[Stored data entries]
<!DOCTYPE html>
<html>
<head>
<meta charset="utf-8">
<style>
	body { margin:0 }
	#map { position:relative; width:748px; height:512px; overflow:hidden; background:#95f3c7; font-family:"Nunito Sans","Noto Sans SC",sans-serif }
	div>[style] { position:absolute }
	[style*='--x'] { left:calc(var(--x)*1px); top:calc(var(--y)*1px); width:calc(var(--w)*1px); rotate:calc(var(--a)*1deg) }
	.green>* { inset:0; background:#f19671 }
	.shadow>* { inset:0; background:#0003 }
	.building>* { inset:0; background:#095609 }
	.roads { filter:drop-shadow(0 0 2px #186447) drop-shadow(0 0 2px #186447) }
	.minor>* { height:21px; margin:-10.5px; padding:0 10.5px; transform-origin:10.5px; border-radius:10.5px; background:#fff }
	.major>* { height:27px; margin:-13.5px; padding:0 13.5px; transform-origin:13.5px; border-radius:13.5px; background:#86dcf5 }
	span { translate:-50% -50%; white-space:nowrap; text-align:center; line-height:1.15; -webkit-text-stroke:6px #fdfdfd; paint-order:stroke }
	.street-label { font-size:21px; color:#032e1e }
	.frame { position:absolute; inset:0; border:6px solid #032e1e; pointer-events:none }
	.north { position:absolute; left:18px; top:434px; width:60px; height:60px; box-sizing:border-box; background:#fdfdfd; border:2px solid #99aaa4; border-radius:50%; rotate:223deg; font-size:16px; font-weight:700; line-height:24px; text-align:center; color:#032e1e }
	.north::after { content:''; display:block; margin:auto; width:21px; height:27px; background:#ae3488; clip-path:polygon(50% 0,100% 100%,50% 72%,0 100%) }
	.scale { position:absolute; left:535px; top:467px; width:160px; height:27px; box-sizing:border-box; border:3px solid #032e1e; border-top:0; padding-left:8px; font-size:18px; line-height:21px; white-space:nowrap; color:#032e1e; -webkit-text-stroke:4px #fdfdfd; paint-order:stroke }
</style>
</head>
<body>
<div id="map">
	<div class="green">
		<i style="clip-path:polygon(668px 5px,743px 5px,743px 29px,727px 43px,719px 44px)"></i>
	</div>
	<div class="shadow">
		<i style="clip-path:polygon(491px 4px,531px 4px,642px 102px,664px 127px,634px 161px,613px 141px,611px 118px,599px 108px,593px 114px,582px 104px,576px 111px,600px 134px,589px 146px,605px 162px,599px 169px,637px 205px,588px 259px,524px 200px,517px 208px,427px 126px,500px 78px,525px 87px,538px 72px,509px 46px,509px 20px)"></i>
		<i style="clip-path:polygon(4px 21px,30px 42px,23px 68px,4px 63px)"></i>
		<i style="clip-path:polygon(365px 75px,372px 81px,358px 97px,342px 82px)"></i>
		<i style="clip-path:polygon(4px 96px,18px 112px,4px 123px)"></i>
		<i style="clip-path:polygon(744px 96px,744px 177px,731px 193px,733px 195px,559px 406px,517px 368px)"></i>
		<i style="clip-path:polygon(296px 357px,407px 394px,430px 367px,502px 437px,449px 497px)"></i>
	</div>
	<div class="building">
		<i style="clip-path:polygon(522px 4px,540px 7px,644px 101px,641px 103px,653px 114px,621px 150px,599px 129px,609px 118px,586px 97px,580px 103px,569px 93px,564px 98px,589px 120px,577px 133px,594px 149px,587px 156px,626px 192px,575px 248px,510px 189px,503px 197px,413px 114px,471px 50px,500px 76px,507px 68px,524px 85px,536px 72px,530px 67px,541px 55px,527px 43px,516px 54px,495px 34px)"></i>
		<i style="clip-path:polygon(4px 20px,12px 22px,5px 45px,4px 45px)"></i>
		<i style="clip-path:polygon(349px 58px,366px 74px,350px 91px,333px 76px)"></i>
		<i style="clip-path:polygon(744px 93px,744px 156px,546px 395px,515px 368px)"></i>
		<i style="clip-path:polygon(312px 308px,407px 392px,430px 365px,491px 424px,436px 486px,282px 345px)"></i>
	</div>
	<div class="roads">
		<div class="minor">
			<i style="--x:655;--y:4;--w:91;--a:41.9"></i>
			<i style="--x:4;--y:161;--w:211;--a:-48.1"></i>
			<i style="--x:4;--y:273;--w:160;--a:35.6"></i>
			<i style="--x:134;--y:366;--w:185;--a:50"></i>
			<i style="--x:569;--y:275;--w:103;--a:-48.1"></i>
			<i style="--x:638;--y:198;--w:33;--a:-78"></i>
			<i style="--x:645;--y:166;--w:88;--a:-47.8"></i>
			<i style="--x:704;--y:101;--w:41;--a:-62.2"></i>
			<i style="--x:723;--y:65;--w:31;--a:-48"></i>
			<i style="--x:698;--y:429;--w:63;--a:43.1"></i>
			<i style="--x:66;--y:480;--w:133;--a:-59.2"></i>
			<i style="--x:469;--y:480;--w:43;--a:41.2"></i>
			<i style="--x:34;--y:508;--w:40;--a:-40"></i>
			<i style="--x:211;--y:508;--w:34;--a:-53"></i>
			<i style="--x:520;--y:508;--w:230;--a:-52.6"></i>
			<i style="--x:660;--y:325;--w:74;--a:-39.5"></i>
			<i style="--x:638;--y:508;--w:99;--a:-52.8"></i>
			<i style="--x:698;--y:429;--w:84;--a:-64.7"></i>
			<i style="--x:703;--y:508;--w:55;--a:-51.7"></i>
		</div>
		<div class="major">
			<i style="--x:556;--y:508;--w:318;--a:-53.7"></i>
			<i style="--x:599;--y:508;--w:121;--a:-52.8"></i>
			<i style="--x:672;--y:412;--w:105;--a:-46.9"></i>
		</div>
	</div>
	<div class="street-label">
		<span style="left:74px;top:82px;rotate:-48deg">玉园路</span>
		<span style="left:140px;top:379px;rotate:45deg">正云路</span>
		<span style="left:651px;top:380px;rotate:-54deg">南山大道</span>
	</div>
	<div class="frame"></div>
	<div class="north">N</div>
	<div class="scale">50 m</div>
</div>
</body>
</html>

PROBLEM TO SOLVE:
Retype exactly the lines from the first line of the records above through the line containing "translate:-50% -50%; white-space:nowrap;", both included, and nothing else.

SOLUTION TO THIS TASK:
<!DOCTYPE html>
<html>
<head>
<meta charset="utf-8">
<style>
	body { margin:0 }
	#map { position:relative; width:748px; height:512px; overflow:hidden; background:#95f3c7; font-family:"Nunito Sans","Noto Sans SC",sans-serif }
	div>[style] { position:absolute }
	[style*='--x'] { left:calc(var(--x)*1px); top:calc(var(--y)*1px); width:calc(var(--w)*1px); rotate:calc(var(--a)*1deg) }
	.green>* { inset:0; background:#f19671 }
	.shadow>* { inset:0; background:#0003 }
	.building>* { inset:0; background:#095609 }
	.roads { filter:drop-shadow(0 0 2px #186447) drop-shadow(0 0 2px #186447) }
	.minor>* { height:21px; margin:-10.5px; padding:0 10.5px; transform-origin:10.5px; border-radius:10.5px; background:#fff }
	.major>* { height:27px; margin:-13.5px; padding:0 13.5px; transform-origin:13.5px; border-radius:13.5px; background:#86dcf5 }
	span { translate:-50% -50%; white-space:nowrap; text-align:center; line-height:1.15; -webkit-text-stroke:6px #fdfdfd; paint-order:stroke }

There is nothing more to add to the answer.